Monday, February 28, 2022

Christmas Gifts That Keep On Giving

     My wife, the ever lovely Princess Consuela Bananahammock, is a real Christmas fanatic. In my home, Christmas carols play from Halloween through Valentines day. It is the last day of February, and I still have a few Christmas boxes that need to be put into storage. (I blame her, she blames me) 

    I must admit that it is also my favorite holiday. However, I have a strict rule that not a single Christmas decoration can go up until the day after Thanksgiving. I resent how Christmas gets earlier every year, and in my house we respect the bird!(Have you heard? It's the word!)
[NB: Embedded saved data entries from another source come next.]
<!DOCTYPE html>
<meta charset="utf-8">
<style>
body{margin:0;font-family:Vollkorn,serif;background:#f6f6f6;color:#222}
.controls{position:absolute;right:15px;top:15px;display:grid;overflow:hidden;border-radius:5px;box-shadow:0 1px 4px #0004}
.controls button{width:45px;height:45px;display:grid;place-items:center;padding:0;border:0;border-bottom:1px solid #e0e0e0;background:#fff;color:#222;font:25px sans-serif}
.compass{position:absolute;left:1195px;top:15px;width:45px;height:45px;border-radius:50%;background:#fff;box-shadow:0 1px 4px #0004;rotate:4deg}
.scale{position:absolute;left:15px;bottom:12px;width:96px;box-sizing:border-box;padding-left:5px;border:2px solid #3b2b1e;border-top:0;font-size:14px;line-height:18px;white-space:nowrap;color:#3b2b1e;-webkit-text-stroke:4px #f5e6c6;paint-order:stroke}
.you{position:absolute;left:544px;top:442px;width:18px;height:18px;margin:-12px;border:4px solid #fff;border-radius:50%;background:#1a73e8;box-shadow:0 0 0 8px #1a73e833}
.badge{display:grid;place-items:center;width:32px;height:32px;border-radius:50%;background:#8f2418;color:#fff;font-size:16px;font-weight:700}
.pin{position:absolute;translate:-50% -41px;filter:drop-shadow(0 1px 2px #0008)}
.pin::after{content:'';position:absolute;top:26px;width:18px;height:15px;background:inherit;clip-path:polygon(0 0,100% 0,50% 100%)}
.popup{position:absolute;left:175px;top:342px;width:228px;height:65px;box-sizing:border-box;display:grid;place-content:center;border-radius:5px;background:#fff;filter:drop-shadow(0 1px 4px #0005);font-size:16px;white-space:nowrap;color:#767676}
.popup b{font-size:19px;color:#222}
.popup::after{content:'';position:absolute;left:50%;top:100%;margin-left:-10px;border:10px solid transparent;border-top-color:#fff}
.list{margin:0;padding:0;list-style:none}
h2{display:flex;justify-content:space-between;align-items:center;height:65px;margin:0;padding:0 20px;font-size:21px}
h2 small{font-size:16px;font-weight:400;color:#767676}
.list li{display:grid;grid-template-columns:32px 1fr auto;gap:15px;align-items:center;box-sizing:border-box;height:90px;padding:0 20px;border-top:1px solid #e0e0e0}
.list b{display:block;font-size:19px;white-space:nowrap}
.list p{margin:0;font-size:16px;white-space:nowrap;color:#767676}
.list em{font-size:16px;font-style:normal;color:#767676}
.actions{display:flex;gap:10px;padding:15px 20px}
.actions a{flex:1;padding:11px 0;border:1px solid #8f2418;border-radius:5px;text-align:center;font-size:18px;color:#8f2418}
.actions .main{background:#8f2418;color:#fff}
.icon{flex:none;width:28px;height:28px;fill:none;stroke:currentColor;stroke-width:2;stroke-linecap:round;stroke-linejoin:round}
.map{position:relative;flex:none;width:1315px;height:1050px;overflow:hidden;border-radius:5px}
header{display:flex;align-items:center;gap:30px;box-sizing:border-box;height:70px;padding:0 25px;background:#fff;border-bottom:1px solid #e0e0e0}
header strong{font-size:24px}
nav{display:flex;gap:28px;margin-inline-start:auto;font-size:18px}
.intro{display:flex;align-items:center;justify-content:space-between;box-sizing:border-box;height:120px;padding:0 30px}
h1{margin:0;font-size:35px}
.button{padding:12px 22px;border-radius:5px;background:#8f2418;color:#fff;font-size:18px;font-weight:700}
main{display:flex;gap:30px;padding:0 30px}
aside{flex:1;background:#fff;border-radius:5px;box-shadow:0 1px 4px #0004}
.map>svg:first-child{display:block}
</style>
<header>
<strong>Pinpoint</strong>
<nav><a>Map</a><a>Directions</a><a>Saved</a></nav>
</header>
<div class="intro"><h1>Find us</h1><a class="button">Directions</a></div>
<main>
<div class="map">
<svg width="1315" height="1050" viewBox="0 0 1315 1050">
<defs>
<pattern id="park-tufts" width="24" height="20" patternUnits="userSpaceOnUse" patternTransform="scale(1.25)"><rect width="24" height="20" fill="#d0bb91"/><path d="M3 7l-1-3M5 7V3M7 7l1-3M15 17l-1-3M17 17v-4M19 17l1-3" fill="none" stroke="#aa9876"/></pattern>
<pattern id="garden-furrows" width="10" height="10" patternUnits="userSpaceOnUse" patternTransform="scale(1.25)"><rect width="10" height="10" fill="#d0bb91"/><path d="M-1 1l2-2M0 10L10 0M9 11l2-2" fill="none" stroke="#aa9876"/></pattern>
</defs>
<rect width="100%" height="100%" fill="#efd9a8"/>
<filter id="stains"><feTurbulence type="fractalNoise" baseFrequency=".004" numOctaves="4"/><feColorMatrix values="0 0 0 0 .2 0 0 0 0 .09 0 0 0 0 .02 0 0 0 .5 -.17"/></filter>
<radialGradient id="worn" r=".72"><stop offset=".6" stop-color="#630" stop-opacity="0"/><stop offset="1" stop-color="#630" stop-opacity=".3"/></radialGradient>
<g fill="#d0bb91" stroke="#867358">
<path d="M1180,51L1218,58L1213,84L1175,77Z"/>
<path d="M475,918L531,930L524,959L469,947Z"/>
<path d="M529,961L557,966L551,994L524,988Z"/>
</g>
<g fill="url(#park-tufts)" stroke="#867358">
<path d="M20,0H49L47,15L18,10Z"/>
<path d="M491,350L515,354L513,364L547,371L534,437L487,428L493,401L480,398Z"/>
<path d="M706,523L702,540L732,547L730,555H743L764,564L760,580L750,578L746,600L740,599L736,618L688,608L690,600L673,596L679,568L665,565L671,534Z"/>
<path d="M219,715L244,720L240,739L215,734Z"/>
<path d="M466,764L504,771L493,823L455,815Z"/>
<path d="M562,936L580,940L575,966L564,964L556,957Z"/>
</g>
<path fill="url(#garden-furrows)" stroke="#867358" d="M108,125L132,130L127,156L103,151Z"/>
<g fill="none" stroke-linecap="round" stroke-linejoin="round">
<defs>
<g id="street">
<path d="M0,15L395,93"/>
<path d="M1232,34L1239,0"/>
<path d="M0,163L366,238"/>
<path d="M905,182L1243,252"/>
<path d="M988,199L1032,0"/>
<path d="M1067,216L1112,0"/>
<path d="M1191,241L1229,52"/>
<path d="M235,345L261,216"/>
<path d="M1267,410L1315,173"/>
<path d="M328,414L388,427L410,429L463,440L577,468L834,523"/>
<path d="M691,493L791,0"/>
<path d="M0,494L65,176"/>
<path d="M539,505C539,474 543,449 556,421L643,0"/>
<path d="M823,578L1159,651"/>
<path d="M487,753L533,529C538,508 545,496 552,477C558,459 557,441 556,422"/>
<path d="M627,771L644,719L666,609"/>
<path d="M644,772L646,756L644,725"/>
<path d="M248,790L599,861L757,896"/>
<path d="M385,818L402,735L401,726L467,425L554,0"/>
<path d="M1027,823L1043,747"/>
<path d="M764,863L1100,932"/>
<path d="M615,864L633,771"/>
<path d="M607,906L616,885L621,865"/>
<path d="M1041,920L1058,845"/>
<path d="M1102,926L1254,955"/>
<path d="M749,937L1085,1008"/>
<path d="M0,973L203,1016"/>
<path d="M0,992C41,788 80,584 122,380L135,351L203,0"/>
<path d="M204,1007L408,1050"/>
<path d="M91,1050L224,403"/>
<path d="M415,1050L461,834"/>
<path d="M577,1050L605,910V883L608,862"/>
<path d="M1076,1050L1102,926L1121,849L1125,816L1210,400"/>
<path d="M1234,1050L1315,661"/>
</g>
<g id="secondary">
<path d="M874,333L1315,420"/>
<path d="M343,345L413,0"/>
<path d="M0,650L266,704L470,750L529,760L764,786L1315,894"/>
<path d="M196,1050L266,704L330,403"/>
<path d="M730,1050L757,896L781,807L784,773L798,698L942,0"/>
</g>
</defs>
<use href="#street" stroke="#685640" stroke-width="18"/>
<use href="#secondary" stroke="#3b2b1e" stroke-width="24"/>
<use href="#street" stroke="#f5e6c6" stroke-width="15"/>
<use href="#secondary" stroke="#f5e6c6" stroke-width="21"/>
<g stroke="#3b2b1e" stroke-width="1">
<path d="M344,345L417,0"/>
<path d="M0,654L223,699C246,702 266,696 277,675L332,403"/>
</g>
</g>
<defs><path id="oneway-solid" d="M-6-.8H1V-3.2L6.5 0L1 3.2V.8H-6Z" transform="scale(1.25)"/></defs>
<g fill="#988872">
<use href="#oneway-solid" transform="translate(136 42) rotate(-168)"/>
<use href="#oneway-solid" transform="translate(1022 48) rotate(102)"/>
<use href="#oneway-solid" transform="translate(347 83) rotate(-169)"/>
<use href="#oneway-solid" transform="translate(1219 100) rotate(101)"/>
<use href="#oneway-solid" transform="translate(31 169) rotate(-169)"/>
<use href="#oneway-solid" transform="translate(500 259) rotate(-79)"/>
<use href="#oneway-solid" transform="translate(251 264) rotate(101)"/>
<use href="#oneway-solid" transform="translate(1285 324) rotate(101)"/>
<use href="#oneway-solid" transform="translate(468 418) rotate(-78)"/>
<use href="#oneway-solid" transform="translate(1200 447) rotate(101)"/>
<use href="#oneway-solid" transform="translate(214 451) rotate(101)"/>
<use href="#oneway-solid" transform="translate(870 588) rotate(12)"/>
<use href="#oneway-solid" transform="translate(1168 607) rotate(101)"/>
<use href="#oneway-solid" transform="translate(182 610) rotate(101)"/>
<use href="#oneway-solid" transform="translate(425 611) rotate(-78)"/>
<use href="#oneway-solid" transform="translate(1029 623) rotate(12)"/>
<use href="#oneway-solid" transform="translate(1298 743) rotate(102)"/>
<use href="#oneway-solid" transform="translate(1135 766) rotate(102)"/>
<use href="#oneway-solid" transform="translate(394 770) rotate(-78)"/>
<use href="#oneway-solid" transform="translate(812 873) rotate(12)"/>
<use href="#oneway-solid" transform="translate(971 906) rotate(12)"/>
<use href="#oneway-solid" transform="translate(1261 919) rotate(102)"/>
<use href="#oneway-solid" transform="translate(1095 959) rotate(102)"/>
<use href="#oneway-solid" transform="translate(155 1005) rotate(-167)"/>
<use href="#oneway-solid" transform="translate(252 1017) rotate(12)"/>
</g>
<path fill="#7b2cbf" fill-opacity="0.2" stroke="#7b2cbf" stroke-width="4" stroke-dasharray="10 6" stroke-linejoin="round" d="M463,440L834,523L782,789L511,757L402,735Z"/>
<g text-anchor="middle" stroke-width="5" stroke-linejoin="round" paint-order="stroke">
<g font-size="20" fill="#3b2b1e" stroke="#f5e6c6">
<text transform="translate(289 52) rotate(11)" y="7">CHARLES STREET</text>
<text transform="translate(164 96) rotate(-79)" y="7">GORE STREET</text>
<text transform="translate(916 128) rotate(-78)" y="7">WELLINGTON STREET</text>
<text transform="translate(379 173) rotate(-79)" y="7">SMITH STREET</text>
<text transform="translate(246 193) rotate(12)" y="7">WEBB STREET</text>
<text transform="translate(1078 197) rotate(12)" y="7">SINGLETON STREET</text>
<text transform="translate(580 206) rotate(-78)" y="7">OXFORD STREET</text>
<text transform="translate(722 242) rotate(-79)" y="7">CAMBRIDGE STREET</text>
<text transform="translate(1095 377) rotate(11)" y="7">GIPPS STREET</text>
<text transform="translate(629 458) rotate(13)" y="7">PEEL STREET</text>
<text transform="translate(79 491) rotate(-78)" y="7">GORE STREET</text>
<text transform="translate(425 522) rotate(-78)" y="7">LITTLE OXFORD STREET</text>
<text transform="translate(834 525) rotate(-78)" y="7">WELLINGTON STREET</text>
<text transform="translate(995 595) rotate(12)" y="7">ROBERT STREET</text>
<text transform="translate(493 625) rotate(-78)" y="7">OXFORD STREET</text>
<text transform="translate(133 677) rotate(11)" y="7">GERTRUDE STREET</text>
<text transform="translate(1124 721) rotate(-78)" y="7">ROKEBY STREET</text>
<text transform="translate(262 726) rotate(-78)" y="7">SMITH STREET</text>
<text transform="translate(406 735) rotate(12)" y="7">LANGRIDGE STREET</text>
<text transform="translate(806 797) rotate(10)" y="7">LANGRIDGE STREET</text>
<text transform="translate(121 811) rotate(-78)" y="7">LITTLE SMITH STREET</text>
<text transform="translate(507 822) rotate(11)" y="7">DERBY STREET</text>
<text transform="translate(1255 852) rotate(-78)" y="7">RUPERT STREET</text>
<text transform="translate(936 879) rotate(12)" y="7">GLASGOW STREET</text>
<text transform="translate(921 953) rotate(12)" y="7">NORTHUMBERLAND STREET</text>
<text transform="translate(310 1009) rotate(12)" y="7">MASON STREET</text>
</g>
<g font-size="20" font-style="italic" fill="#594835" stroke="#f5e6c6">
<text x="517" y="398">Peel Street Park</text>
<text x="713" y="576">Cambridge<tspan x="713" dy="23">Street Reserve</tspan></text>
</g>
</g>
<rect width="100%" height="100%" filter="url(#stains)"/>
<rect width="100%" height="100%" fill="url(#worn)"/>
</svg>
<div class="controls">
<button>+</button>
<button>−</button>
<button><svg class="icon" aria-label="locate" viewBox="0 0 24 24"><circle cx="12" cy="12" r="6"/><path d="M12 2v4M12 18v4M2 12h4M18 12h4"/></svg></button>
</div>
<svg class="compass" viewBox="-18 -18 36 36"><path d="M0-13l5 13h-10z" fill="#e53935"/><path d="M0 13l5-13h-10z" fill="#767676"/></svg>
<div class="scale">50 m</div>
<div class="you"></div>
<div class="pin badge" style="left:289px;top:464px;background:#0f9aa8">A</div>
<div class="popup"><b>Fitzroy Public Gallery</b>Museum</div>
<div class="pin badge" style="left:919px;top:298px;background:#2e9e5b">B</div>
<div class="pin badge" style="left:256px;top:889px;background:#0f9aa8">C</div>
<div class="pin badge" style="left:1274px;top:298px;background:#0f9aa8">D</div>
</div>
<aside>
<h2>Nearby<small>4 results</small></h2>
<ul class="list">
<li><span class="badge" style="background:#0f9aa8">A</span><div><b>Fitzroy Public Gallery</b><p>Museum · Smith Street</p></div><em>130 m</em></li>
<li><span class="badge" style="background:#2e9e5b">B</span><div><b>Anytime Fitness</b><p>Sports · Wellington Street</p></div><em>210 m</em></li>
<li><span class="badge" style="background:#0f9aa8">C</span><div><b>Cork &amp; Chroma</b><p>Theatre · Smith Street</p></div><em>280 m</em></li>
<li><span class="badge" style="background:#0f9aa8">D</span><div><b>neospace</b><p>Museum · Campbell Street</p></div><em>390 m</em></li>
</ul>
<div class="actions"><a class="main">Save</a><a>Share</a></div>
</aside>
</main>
    Opening your Christmas gifts is the biggest moment for kids annually. As 'A Christmas Story' (an annual must for our family) says, "Lovely, glorious, beautiful Christmas,  around which the entire kid year revolved." I was no exception to that. I never slept well on Christmas Eve, waiting for Santa come with frenzied anticipation.

I WANT AN OFFICIAL RED RYDER CARBON ACTION 200 SHOT RANGE MODEL AIR RIFLE!

    When it came to Christmas presents, my favorite part was always the stocking. I always thought it was like opening dozens of little presents all at the same time. When Consuela and I first got married, there was a bit of a learning curve for her. Santa just didn't spend as much time packing her stockings as he spent on mine. The stockings always come first, and they symbolize the start of Christmas day to me since I was a kid.

    As a child, the bottom of my stocking was always filled with peanuts. My mother said it was traditional, and something they all got in their stockings as children. When I was younger, I remember I used to think of those peanuts as wasted space for extra loot. But as I got older, I actually looked forward to the peanuts at the bottom, and now it is a memory I actually miss. (Isn't nostalgia weird?) 

    I tried one year to fill my own kids' stockings with peanuts. It didn't go well. My daughter, Princess Buttercup, wrote Santa a dozen letters the next year, and in every one of them she explicitly requested Santa leave her no peanuts this year.

    This last Christmas, my two wonderful kids pulled a 'Calvin and Hobbes' and woke us up at 2:30 in the morning ready to go. It took quite the tantrum from Consuela to get them back into bed, but eventually they fell back asleep until the slightly more reasonable hour of 6:00.

    

This was me as a kid. This is my kids now. Genetics.

    This last year, Santa Bananahammock left a bunch of Wish(the weird Chinese gadget website) gadgets in my stocking. (which is an amazing idea if you are looking for one) among them was a great little device called 'The Toilight'.
    The toilight is a motion activated light that clips onto your toilet bowl and illuminates it, so that you don't have to flip on the light in the middle of the night when you have to go. It cycles through eight different colors! At least, it is supposed to. I installed the toilight right away, because, well I just described how awesome this thing is.
    However, I could not figure out how to get it to cycle through the colors, and instead I got it stuck on 'Portal to Hell' mode. It was on all the time, not just motion activated, and it was a bright, crimson glow from the bowl. When you walked in to the bathroom at night, it did indeed look like a portal to hell had opened around the corner of the shower. The first night I saw it, I stopped dead in the doorway before I remembered I had installed it.
    I have since figured out how to set the motion activation, and it cycles nicely through the eight different colors. But once in a while I'll walk in to the bathroom late at night to a bright red glow and it makes me remember that first time with a smile. For now, I think I'll go browse the wish app.